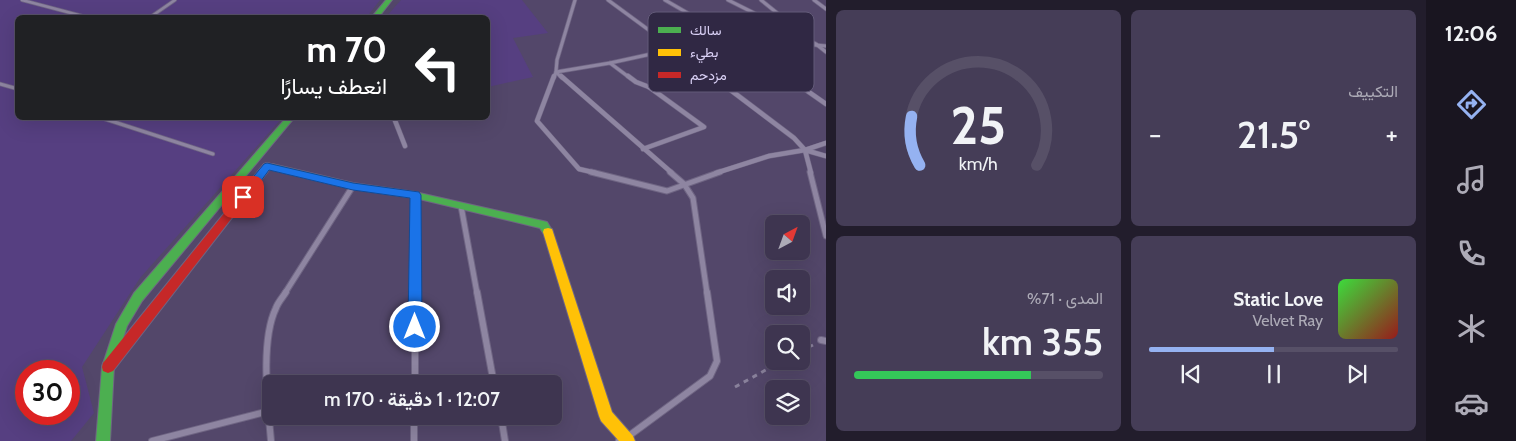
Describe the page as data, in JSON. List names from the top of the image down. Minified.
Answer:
...
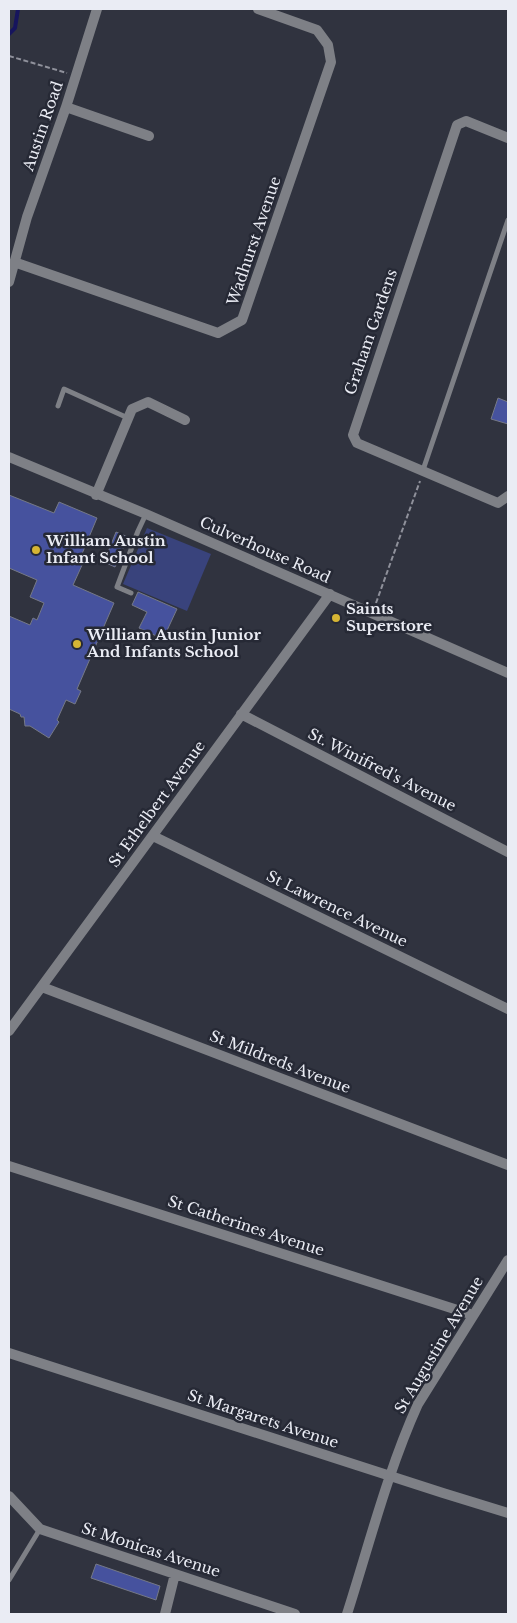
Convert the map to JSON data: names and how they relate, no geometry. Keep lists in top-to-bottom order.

:: Assignment ::
Scan the records for the string "JSON". Copy each line in which it appears.

:: Response below ::
Describe the page as data, in JSON. List names from the top of the image down. Minified.
Convert the map to JSON data: names and how they relate, no geometry. Keep lists in top-to-bottom order.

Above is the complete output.